> _What you will do_: Repeat the data word for word, excluding every picture.

> _Data section_:
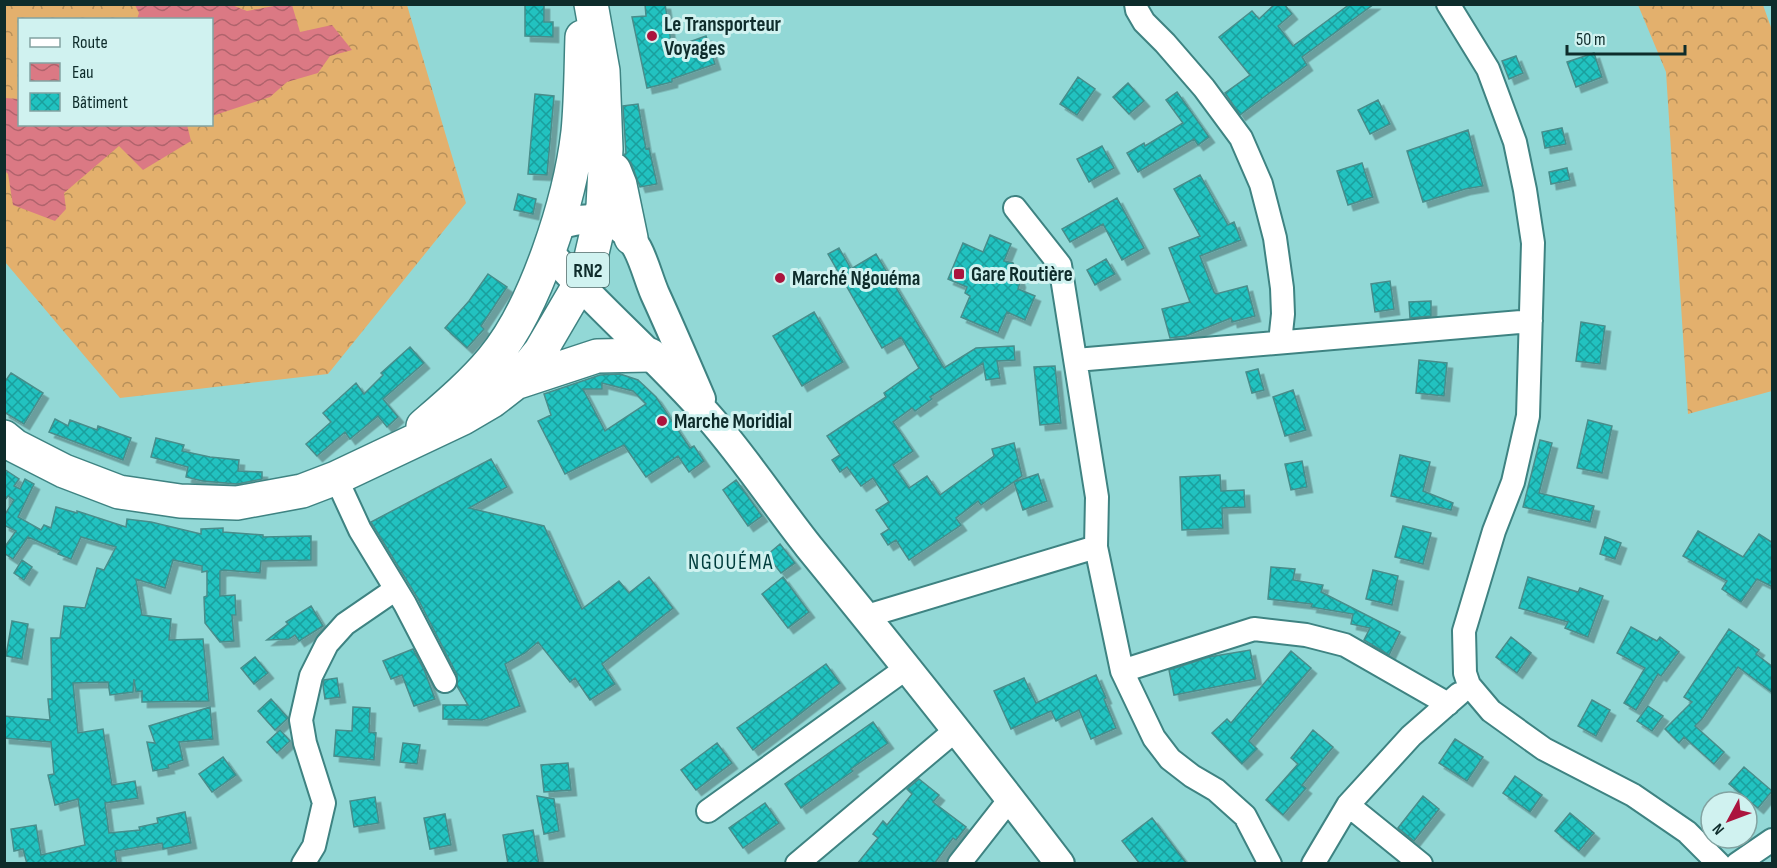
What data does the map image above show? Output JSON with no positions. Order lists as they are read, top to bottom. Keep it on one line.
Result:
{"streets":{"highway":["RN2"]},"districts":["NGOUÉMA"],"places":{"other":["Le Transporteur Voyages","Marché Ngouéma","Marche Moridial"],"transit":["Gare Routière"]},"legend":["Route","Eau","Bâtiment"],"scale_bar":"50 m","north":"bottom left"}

> _Response to this task_:
What data does the map image above show? Output JSON with no positions. Order lists as they are read, top to bottom. Keep it on one line.
Result:
{"streets":{"highway":["RN2"]},"districts":["NGOUÉMA"],"places":{"other":["Le Transporteur Voyages","Marché Ngouéma","Marche Moridial"],"transit":["Gare Routière"]},"legend":["Route","Eau","Bâtiment"],"scale_bar":"50 m","north":"bottom left"}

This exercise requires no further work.